The enternce the H3LL H0le


----------



## WhoozOn1st (Sep 15, 2009)

Another delay pushes Expo Line opening to late 2011

"The bulk of the delay has been attributed to the addition of a third aerial station that eliminated the need for an interim station and a controversy over pedestrian safety at Dorsey High School and the Foshay Learning Center. The California Public Utilities Commission eventually required improvements to a pedestrian tunnel at Foshay and a pedestrian bridge at Dorsey."


----------



## Bob Dylan (Sep 16, 2009)

WhoozOn1st said:


> Another delay pushes Expo Line opening to late 2011
> "The bulk of the delay has been attributed to the addition of a third aerial station that eliminated the need for an interim station and a controversy over pedestrian safety at Dorsey High School and the Foshay Learning Center. The California Public Utilities Commission eventually required improvements to a pedestrian tunnel at Foshay and a pedestrian bridge at Dorsey."


Is Veola and CapMetro running this operation? Sure sounds familiar!


----------



## WhoozOn1st (Sep 16, 2009)

jimhudson said:


> Is Veola and CapMetro running this operation? Sure sounds familiar!


The Expo Line is being constructed under the aegis of the Exposition Metro Line Construction Authority: buildexpo.org

For those uninterested in project details, and those who prefer to continue to glibly liken every transportation setback anywhere to Austin's problems, the site provides several photo galleries, including this one: Expo Line Construction Progress Photos

The Dorsey high school issue noted in the above-posted article was a particularly big ruckus. Ignorant NIMBY types sowed fear and loathing of an Expo Line crossing at grade near the school. Not a kindergarten, not a preschool, not an academy for the mentally challenged, a HIGH school. Vivid word pictures were painted of throngs of innocent (ignorant?) children being mowed down in cold blood by the evil fast-moving trains. It was really pathetic. The California Public Utilities Commission caved to the pervasive fear-mongering and ordered an elevated crossing.

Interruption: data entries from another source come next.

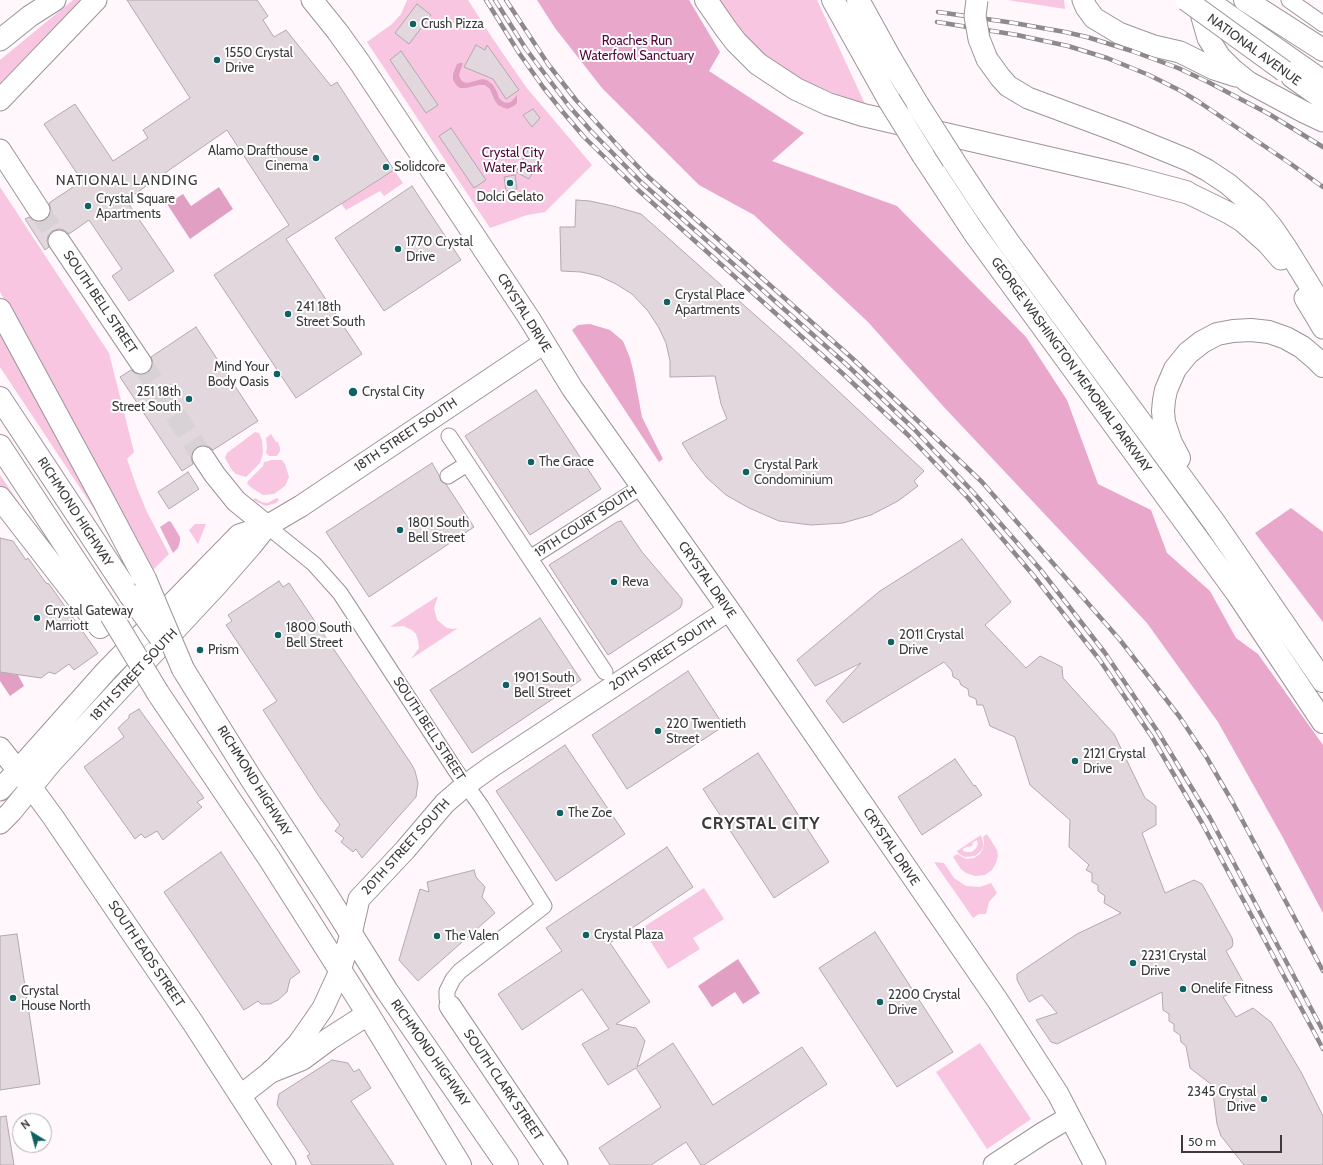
<!DOCTYPE html>
<html>
<head>
<meta charset="utf-8">
<style>
	body { margin:0 }
	#map { position:relative; width:1323px; height:1165px; overflow:hidden; background:#fff7fb; font-family:Cabin,sans-serif }
	canvas { display:block }
	.north { position:absolute; left:12px; top:1113px; width:40px; height:40px; box-sizing:border-box; background:#fff; border:1px solid #b1b0b1; border-radius:50%; rotate:323deg; font-size:11px; font-weight:700; line-height:16px; text-align:center; color:#3d3a3c }
	.north::after { content:''; display:block; margin:auto; width:14px; height:18px; background:#106162; clip-path:polygon(50% 0,100% 100%,50% 72%,0 100%) }
	.scale { position:absolute; left:1181px; top:1135px; width:101px; height:18px; box-sizing:border-box; border:2px solid #3d3a3c; border-top:0; padding-left:5px; font-size:12px; line-height:14px; white-space:nowrap; color:#3d3a3c; -webkit-text-stroke:3px #fff; paint-order:stroke }
</style>
</head>
<body>
<div id="map">
<canvas width="1323" height="1165"></canvas>
<div class="north">N</div>
<div class="scale">50 m</div>
</div>
<script>
const ctx = document.querySelector('canvas').getContext('2d');
ctx.lineJoin = 'round';
function fill(path, color) { ctx.fillStyle = color; ctx.fill(path, 'evenodd'); }
const poly = rows => new Path2D(rows.map(r => 'M' + r).join(''));
function stroke(path, color, width, dash) { ctx.strokeStyle = color; ctx.lineWidth = width; ctx.lineCap = dash ? 'butt' : 'round'; ctx.setLineDash(dash || []); ctx.stroke(path); }
function label(font, color, halo, rows, align = 'center') {
  ctx.font = font + ' Cabin,sans-serif'; ctx.lineWidth = 4; ctx.setLineDash([]); ctx.textBaseline = 'middle'; ctx.strokeStyle = halo; ctx.fillStyle = color; for (const [text, x, y, turn = 0] of rows) {
    ctx.save(); ctx.translate(x, y); ctx.rotate((+turn || 0) * Math.PI / 180); ctx.textAlign = isNaN(turn) ? turn : align; if (halo) ctx.strokeText(text, 0, 0); ctx.fillText(text, 0, 0); ctx.restore();
  }
}
fill(poly([
	[73,0,85,0,0,90,0,60],
	[407,0,468,0,493,39,526,87,592,165,545,212,527,215,490,228,367,42,392,24,401,14],
	[719,0,817,0,865,104,812,85,775,65,730,20],
	[1008,0,1064,0,1065,9],
	[394,170,403,183,384,196,380,191,346,210,341,204],
	[0,187,109,353,134,452,127,459,137,488,147,512,169,554,150,573,0,292],
	[0,327,110,533,0,367],
	[255,432,259,433,262,440,263,453,260,463,246,477,236,474,232,470,225,458,227,453],
	[271,434,276,442,278,442,280,448,280,451,277,456,269,456,266,453,267,447,266,438],
	[272,460,282,460,285,464,289,477,285,486,274,494,263,495,252,488,247,484,248,481,263,466,264,462],
	[0,475,34,525,0,488],
	[255,498,262,502,267,503,277,498,279,500,276,503,266,506,261,504,253,500],
	[195,524,206,524,198,544,189,530],
	[438,596,434,608,437,620,447,628,453,629,458,628,411,659,419,648,418,640,416,634,412,630,403,626,390,627],
	[987,834,997,850,998,856,996,863,992,870,985,875,975,876,966,873,961,869,953,857,957,854,962,857,967,859,974,858,980,854,983,848,984,842,983,837],
	[981,835,983,842,983,847,980,852,975,856,965,857,959,854,957,851],
	[977,840,978,844,976,848,972,852,966,852,962,850,966,847,972,846,973,842],
	[934,862,944,863,954,878,966,886,980,887,991,883,997,893,989,902,986,914,979,914,973,918],
	[704,888,724,919,693,938,700,949,668,969,642,928],
	[980,1043,1031,1119,987,1149,936,1072]
]), '#f8c6e1');
fill(poly([
	[537,0,689,0,720,52,709,71,804,133,772,161,897,206,1026,337,1067,400,1098,484,1151,510,1167,553,1210,591,1236,638,1258,654,1323,745,1323,913,1282,836,1218,722,1147,623,943,406,868,322,754,215,699,185,602,88,555,28],
	[590,324,610,330,623,341,630,358,634,374,642,417,663,459,659,462,572,330,578,325],
	[1291,508,1323,532,1323,622,1255,533],
	[169,521,171,522,180,537,180,541,178,548,173,553,160,527]
]), '#e8a7cb');
fill(poly([
	[460,63,463,63,459,75,460,78,463,82,468,83,482,79,487,80,493,85,497,92,499,98,502,101,506,103,511,102,517,95,517,103,514,106,507,109,498,105,494,99,490,89,485,85,479,85,466,88,460,88,457,86,453,80,453,74,457,64],
	[219,187,233,209,190,239,167,204,183,194,191,206],
	[0,672,18,675,24,686,10,696,0,681],
	[738,959,760,993,743,1004,735,992,712,1007,698,986]
]), '#e1a0c3');
const building = poly([
	[127,0,257,0,268,16,263,20,274,37,286,30,331,86,337,82,394,170,286,239,362,354,296,398,214,275,289,225,227,130,126,200,174,271,129,301,112,276,122,269,89,220,69,234,64,230,59,229,52,231,48,236,47,241,49,247,45,250,25,219,29,217,33,220,39,222,46,220,49,216,51,210,49,203,82,181,44,124,75,104,113,161,148,138,143,130,190,98,127,0],
	[417,4,431,15,409,44,395,33,417,4],
	[476,45,485,50,487,45,519,90,506,99,493,79,464,67,476,45],
	[401,51,438,105,426,113,390,60,401,51],
	[533,109,540,118,532,127,523,115,533,109],
	[451,128,486,180,474,188,439,136,451,128],
	[529,148,542,155,529,179,516,172,529,148],
	[515,175,517,189,506,191,504,177,515,175],
	[412,186,461,260,384,311,335,238,412,186],
	[576,200,590,201,613,206,641,214,791,347,924,471,914,481,918,486,898,501,871,515,843,523,811,525,779,521,749,508,726,495,707,478,692,459,682,443,727,419,721,404,715,376,670,377,670,361,666,343,659,328,648,311,632,294,616,284,599,276,581,272,561,271,560,227,575,227,576,200],
	[196,327,258,421,213,450,208,446,203,445,197,447,192,452,191,458,193,464,182,471,120,377,131,370,136,374,141,375,147,373,152,368,153,363,151,357,196,327],
	[536,390,601,489,530,535,465,436,536,390],
	[432,463,439,475,441,481,446,484,474,527,369,597,326,532,432,463],
	[188,472,199,489,169,509,158,492,188,472],
	[621,521,642,552,682,599,682,604,680,608,608,655,549,565,617,522,621,521],
	[0,538,13,541,26,560,28,558,46,583,49,584,98,653,74,670,69,664,55,674,49,672,41,678,0,672,0,538],
	[962,539,1011,602,985,625,1026,668,1040,656,1062,667,1063,678,1114,734,1145,798,1156,806,1156,825,1142,833,1165,893,1194,880,1202,884,1232,938,1233,943,1232,947,1226,951,1245,985,1223,997,1236,1017,1253,1008,1271,1022,1301,1072,1323,1116,1323,1165,1244,1165,1221,1136,1217,1124,1212,1085,1190,1068,1186,1046,1181,1042,1180,1035,1174,1031,1174,1024,1169,1021,1169,1014,1163,1010,1162,992,1057,1044,1051,1042,1036,1020,1057,1013,1042,995,1029,1002,1017,980,1017,974,1077,934,1121,913,1104,903,1105,896,1098,891,1098,885,1092,882,1092,873,1086,870,1089,865,1069,847,1070,820,1030,785,1015,737,990,726,983,705,977,705,976,699,969,696,968,689,961,685,959,680,953,677,952,671,944,662,843,723,826,701,861,663,815,686,797,660,880,591,962,539],
	[279,581,283,587,289,583,412,765,415,771,418,783,416,797,362,858,356,849,353,852,341,842,344,838,335,831,340,825,318,795,263,710,277,701,226,625,232,621,228,615,279,581],
	[540,618,581,680,472,753,430,690,540,618],
	[688,671,724,726,627,789,592,735,688,671],
	[139,709,204,798,197,802,202,807,163,840,157,831,145,838,141,834,135,839,84,767,124,737,118,728,129,718,129,715,139,709],
	[565,745,625,834,556,881,496,791,565,745],
	[758,753,829,862,774,898,703,789,758,753],
	[955,759,974,786,975,785,982,795,922,835,898,797,955,759],
	[667,847,693,887,610,943,650,1002,616,1024,636,1028,645,1041,637,1067,673,1043,713,1105,802,1047,827,1084,704,1165,701,1165,686,1142,651,1165,610,1165,599,1148,661,1107,636,1068,608,1085,582,1044,609,1029,582,989,522,1030,498,994,562,951,546,928,667,847],
	[221,852,300,972,290,979,287,992,278,1000,270,1004,261,1004,258,1001,244,1010,164,892,221,852],
	[474,870,476,877,485,887,482,897,495,913,418,981,399,960,420,889,429,892,427,882,474,870],
	[875,932,953,1052,897,1087,819,968,875,932],
	[17,934,40,1084,0,1090,0,936,17,934],
	[332,1060,348,1063,354,1072,359,1069,371,1088,351,1101,394,1165,312,1165,307,1156,310,1154,277,1105,279,1094,332,1060],
	[6,1116,14,1165,0,1165,0,1117,6,1116]
]);
fill(building, '#e1d7dc');
stroke(building, '#b2a9ae', 1);
stroke(poly([
	[39,210,59,241],
	[141,363,203,457]
]), '#d8d1d5', 21, [21, 10]);
const street = poly([
	[1289,0,1323,24],
	[449,436,605,672],
	[448,476,467,464],
	[267,526,314,564,340,593,456,771,481,806,544,906,460,971,453,979,447,991,447,998,450,1006],
	[530,558,641,487]
]);
const secondary = poly([
	[312,0,337,31,360,63,529,318,572,388,729,610,998,1001,1058,1094,1095,1165],
	[1083,0,1086,7,1094,18,1119,33,1154,46,1180,52,1214,69,1236,76],
	[1201,0,1202,17,1208,38,1220,57,1232,69,1248,82,1304,112,1323,121],
	[1207,0,1323,81],
	[0,40,30,16,55,0],
	[987,59,1000,77,1008,86,1028,98,1122,133,1188,160,1207,170,1228,184,1257,209,1272,227,1287,249,1323,307],
	[1292,77,1323,99],
	[0,100,96,0],
	[0,150,39,210],
	[1186,192,1229,213,1242,221,1268,244,1281,259],
	[59,241,141,363],
	[1305,298,1323,328],
	[203,457,215,475,236,501,267,526],
	[0,748,31,787,53,817,193,1023,285,1165],
	[0,790,107,670,239,535,267,526,301,506,544,343],
	[0,823,11,812,51,763,216,586,251,546,267,526],
	[450,1006,557,1165],
	[240,1096,272,1071,298,1044,312,1024,323,1008,340,971,351,934,359,899,405,850,445,803,466,785,491,767,729,610],
	[994,1165,1043,1133,1070,1117]
]);
const highway = poly([
	[706,0,726,29,736,42,758,64,796,89,828,104,863,115,1126,176,1186,192],
	[833,0,889,100],
	[858,0,889,56,918,105],
	[1245,0,1323,50],
	[923,155,975,234,1237,593,1323,722],
	[953,160,982,204,1009,243,1214,522,1323,681],
	[0,310,101,496,145,579],
	[0,398,130,595],
	[0,446,111,615],
	[1179,458,1171,443,1164,422,1163,411,1164,400,1166,390,1175,369,1188,353,1202,342,1217,334,1233,331,1251,330,1269,332,1286,338,1302,347,1315,358,1323,366],
	[0,498,100,627],
	[183,669,250,777,328,897,387,991,507,1165],
	[158,693,269,858,368,1014,460,1165],
	[272,1071,302,1059,329,1039,368,1014]
]);
stroke(street, '#9d9498', 17);
stroke(secondary, '#9d9498', 23);
stroke(highway, '#9d9498', 24);
stroke(street, '#fff', 15);
stroke(secondary, '#fff', 21);
stroke(highway, '#fff', 22);
const rail = poly([
	[486,0,519,53,543,87,562,111,584,137,637,189,841,372,908,435,968,498,1033,575,1099,659,1152,737,1202,823,1323,1049],
	[495,0,526,49,569,106,591,131,642,183,847,365,914,429,973,492,1040,569,1105,653,1158,732,1210,818,1323,1031],
	[506,0,548,64,576,100,621,149,645,174,852,358,982,482,1120,640,1179,716,1207,758,1233,803,1323,971],
	[938,12,1014,23,1065,32,1087,37,1132,51,1178,68,1208,82,1269,114,1323,147],
	[937,22,1017,35,1068,46,1107,58,1149,75,1181,91,1199,102,1291,164,1323,187]
]);
stroke(rail, '#8e898c', 4.5);
stroke(rail, '#fff', 3, [9]);
const secondaryBridge = poly([
	[977,0,975,16,979,39,987,59],
	[1186,0,1284,71]
]);
const highwayBridge = poly([
	[889,100,923,155],
	[918,105,953,160],
	[145,579,183,669],
	[130,595,160,637],
	[111,615,158,693]
]);
stroke(secondaryBridge, '#9d9498', 23, []);
stroke(highwayBridge, '#9d9498', 24, []);
stroke(secondaryBridge, '#fff', 21);
stroke(highwayBridge, '#fff', 22);
for (const [x, y, r, color] of [
	[413,24,4,"#106162"],
	[217,60,4,"#106162"],
	[316,158,4,"#106162"],
	[386,167,4,"#106162"],
	[510,183,4,"#106162"],
	[88,206,4,"#106162"],
	[398,249,4,"#106162"],
	[667,302,4,"#106162"],
	[288,314,4,"#106162"],
	[277,374,4,"#106162"],
	[353,392,5,"#106162"],
	[189,399,4,"#106162"],
	[531,462,4,"#106162"],
	[746,472,4,"#106162"],
	[400,530,4,"#106162"],
	[614,582,4,"#106162"],
	[37,618,4,"#106162"],
	[278,635,4,"#106162"],
	[891,642,4,"#106162"],
	[200,650,4,"#106162"],
	[506,685,4,"#106162"],
	[658,731,4,"#106162"],
	[1075,761,4,"#106162"],
	[560,813,4,"#106162"],
	[586,935,4,"#106162"],
	[437,936,4,"#106162"],
	[1133,963,4,"#106162"],
	[1183,989,4,"#106162"],
	[13,998,4,"#106162"],
	[880,1002,4,"#106162"],
	[1264,1099,4,"#106162"]
]) { const dot = new Path2D(); dot.arc(x, y, r, 0, 2 * Math.PI); ctx.fillStyle = color; ctx.fill(dot); stroke(dot, '#fff', 1.5); }
label('13px', '#3d3a3c', '#fff', [
	["Crush Pizza",421,24],
	["1550 Crystal",225,53],
	["Drive",225,68],
	["Alamo Drafthouse",308,151,"right"],
	["Cinema",308,166,"right"],
	["Solidcore",394,167],
	["Dolci Gelato",510,197,"center"],
	["Crystal Square",96,199],
	["Apartments",96,214],
	["1770 Crystal",406,242],
	["Drive",406,257],
	["Crystal Place",675,295],
	["Apartments",675,310],
	["241 18th",296,307],
	["Street South",296,322],
	["Mind Your",269,367,"right"],
	["Body Oasis",269,382,"right"],
	["251 18th",181,392,"right"],
	["Street South",181,407,"right"],
	["Crystal City",362,392],
	["The Grace",539,462],
	["Crystal Park",754,465],
	["Condominium",754,480],
	["1801 South",408,523],
	["Bell Street",408,538],
	["Reva",622,582],
	["Crystal Gateway",45,611],
	["Marriott",45,626],
	["1800 South",286,628],
	["Bell Street",286,643],
	["2011 Crystal",899,635],
	["Drive",899,650],
	["Prism",208,650],
	["1901 South",514,678],
	["Bell Street",514,693],
	["220 Twentieth",666,724],
	["Street",666,739],
	["2121 Crystal",1083,754],
	["Drive",1083,769],
	["The Zoe",568,813],
	["Crystal Plaza",594,935],
	["The Valen",445,936],
	["2231 Crystal",1141,956],
	["Drive",1141,971],
	["Onelife Fitness",1191,989],
	["Crystal",21,991],
	["House North",21,1006],
	["2200 Crystal",888,995],
	["Drive",888,1010],
	["2345 Crystal",1256,1092,"right"],
	["Drive",1256,1107,"right"]
], 'left');
label('13px', '#53063a', '#fff', [
	["Roaches Run",637,41],
	["Waterfowl Sanctuary",637,56],
	["Crystal City",513,153],
	["Water Park",513,168]
]);
label('13px', '#3d3a3c', '#fff', [
	["NATIONAL AVENUE",1254,50,36],
	["SOUTH BELL STREET",100,302,56],
	["CRYSTAL DRIVE",524,313,58],
	["GEORGE WASHINGTON MEMORIAL PARKWAY",1071,365,54],
	["18TH STREET SOUTH",406,435,-34],
	["RICHMOND HIGHWAY",75,512,57],
	["19TH COURT SOUTH",586,522,-33],
	["CRYSTAL DRIVE",707,580,55],
	["20TH STREET SOUTH",663,654,-33],
	["18TH STREET SOUTH",134,675,-47],
	["SOUTH BELL STREET",429,729,57],
	["RICHMOND HIGHWAY",254,781,58],
	["20TH STREET SOUTH",406,847,-48],
	["CRYSTAL DRIVE",891,847,56],
	["SOUTH EADS STREET",146,954,56],
	["RICHMOND HIGHWAY",430,1053,55],
	["SOUTH CLARK STREET",503,1085,56]
]);
ctx.letterSpacing = '1px';
label('14px', '#3d3a3c', '#fff', [
	["NATIONAL LANDING",127,181]
]);
ctx.letterSpacing = '0px';
ctx.letterSpacing = '1px';
label('bold 17px', '#3d3a3c', '#fff', [
	["CRYSTAL CITY",761,824]
]);
ctx.letterSpacing = '0px';
</script>
</body>
</html>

The NIMBYs remain unhappy, of course, as their true intent had been to stop the line entirely, or a least get it put somewhere else. The grade crossing garbage was just the handiest weapon.


----------



## Green Maned Lion (Sep 16, 2009)

High Schoolers would have been killed that way, you know. Now they'll be killed by climbing onto the elevated way to show how cool they were- before dying, that is. Big change.


----------



## John Bredin (Sep 16, 2009)

Green Maned Lion said:


> High Schoolers would have been killed that way, you know. Now they'll be killed by climbing onto the elevated way to show how cool they were- before dying, that is. Big change.


 :huh:

There are several locations in metro Chicago where tracks are near, or on students' route to, high school, and these sites end up with unfortunate "incidents" with some regularity. But I've *never* seen teens walking on the L tracks or on the elevated portions of Metra.


----------



## Spokker (Sep 17, 2009)

It isn't just NIMBY stuff though. One group is claiming environmental racism.

http://www.fixexpo.org


----------



## Green Maned Lion (Sep 17, 2009)

Spokker said:


> It isn't just NIMBY stuff though. One group is claiming environmental racism.
> http://www.fixexpo.org


That is a typical NIMBY tactic.


----------



## WhoozOn1st (Sep 18, 2009)

Green Maned Lion said:


> Spokker said:
> 
> 
> > It isn't just NIMBY stuff though. One group is claiming environmental racism.
> ...


Yes, NIMBY wolves tend to be quite adept at cloaking themselves in all manner of sheep's clothing to camouflage their aims and distract from the fact that they are in reality NIMBYs.


----------



## Spokker (Sep 20, 2009)

I disagree with his views, but I believe the guy who runs the FixExpo campaign genuinely feels like there's some racism going on in the construction of this line.

There have been two groups against the Expo Line. This one, and the homeowners in Cheviot Hills. They oppose the line for different reasons.


----------